#### TASK REQUIREMENTS
Begin with the first line of the listing and quote every line through the one containing "0 #564637) drop-shadow(-2px"; give only those lines.

::::

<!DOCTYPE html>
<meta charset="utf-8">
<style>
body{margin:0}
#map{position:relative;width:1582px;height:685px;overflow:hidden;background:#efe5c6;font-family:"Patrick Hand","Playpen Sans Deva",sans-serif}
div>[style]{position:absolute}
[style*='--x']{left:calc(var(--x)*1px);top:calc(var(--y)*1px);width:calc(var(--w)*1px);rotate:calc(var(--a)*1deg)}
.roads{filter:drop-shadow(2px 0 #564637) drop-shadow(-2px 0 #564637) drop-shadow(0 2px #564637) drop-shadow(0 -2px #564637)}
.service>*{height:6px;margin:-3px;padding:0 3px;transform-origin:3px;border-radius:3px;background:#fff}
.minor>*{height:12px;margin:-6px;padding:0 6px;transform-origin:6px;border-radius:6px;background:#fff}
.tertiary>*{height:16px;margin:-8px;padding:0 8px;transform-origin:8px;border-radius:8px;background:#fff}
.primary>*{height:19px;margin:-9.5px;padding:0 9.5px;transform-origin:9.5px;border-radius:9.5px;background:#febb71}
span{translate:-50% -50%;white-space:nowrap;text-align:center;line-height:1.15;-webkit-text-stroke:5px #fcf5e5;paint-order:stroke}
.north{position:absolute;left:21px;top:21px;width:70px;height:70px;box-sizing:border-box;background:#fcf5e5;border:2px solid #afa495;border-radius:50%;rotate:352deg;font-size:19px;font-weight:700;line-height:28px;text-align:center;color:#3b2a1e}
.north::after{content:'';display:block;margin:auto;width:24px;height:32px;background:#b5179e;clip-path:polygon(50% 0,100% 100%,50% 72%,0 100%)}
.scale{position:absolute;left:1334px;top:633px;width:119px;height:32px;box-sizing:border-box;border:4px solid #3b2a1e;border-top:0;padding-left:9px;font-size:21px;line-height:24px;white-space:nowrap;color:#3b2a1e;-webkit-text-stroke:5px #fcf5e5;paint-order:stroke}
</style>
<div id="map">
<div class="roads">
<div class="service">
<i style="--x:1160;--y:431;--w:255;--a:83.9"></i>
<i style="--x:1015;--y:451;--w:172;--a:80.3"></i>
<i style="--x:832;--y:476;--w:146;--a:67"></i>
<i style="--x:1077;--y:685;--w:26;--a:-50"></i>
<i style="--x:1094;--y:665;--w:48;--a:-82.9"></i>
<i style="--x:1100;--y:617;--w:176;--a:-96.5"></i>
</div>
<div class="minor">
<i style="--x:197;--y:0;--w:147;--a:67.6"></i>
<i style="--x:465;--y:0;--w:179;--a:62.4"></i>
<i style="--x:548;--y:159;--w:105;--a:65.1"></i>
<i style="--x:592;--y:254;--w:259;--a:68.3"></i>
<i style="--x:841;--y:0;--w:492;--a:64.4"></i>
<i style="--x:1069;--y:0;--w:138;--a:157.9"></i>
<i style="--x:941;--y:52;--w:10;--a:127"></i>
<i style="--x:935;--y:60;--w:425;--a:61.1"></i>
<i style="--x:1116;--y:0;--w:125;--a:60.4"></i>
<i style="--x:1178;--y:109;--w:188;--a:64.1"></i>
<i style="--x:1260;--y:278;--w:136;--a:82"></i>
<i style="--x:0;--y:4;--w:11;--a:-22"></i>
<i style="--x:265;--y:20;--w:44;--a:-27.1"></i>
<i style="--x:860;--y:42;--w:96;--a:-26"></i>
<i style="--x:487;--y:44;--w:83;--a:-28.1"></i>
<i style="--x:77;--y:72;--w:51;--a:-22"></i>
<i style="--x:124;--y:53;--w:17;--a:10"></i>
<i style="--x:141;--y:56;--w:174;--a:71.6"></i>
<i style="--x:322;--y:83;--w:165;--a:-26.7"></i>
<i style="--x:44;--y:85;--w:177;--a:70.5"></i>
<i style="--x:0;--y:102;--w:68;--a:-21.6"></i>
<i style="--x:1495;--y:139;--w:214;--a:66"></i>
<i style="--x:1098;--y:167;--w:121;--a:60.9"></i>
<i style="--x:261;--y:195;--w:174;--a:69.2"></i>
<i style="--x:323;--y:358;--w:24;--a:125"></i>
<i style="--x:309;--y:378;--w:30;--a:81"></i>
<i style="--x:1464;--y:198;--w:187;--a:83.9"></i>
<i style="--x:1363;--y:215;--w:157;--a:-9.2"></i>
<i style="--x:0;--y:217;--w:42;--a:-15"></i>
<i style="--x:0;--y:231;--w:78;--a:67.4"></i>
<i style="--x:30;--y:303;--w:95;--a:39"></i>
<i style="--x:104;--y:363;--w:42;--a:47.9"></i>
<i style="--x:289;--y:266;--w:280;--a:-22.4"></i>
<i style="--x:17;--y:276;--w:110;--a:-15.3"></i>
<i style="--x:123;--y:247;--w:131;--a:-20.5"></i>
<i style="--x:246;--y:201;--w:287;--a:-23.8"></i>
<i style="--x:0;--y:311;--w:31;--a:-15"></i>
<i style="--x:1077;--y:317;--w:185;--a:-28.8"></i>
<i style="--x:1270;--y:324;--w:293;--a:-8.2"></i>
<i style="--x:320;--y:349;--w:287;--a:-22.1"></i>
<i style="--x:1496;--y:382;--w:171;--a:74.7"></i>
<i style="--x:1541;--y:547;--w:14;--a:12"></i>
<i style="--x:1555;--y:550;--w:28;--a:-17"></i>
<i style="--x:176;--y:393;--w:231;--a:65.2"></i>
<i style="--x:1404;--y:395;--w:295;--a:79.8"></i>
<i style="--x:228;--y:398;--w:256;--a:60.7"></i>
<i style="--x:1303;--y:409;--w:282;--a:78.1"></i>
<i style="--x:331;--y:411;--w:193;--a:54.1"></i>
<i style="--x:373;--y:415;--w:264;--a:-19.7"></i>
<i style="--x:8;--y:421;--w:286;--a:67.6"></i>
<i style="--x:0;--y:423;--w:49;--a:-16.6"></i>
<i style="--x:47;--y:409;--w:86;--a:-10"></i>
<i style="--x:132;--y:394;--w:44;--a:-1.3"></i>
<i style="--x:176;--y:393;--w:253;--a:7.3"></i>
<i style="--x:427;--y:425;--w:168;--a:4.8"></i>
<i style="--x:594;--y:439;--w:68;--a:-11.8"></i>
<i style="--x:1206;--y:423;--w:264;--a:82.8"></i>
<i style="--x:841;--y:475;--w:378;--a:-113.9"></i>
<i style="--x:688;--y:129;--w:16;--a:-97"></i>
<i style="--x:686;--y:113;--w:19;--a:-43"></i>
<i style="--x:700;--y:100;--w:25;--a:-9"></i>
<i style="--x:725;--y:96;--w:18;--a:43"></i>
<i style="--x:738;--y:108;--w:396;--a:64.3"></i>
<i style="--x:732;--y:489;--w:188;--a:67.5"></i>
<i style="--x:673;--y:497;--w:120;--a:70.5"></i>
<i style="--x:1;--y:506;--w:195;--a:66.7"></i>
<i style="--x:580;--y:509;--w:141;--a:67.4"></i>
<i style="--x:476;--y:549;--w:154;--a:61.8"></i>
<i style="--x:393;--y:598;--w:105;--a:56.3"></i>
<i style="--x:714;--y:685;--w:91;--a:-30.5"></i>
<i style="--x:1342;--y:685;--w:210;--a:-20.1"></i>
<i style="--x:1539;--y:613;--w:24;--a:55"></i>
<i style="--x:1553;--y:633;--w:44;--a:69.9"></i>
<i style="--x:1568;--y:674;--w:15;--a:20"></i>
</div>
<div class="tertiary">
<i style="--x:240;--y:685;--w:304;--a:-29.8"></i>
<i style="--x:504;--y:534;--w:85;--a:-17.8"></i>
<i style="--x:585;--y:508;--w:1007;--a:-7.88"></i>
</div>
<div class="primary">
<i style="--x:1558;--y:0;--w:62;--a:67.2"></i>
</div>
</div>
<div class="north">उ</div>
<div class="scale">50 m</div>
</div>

::::

#### FINISHED EXERCISE
<!DOCTYPE html>
<meta charset="utf-8">
<style>
body{margin:0}
#map{position:relative;width:1582px;height:685px;overflow:hidden;background:#efe5c6;font-family:"Patrick Hand","Playpen Sans Deva",sans-serif}
div>[style]{position:absolute}
[style*='--x']{left:calc(var(--x)*1px);top:calc(var(--y)*1px);width:calc(var(--w)*1px);rotate:calc(var(--a)*1deg)}
.roads{filter:drop-shadow(2px 0 #564637) drop-shadow(-2px 0 #564637) drop-shadow(0 2px #564637) drop-shadow(0 -2px #564637)}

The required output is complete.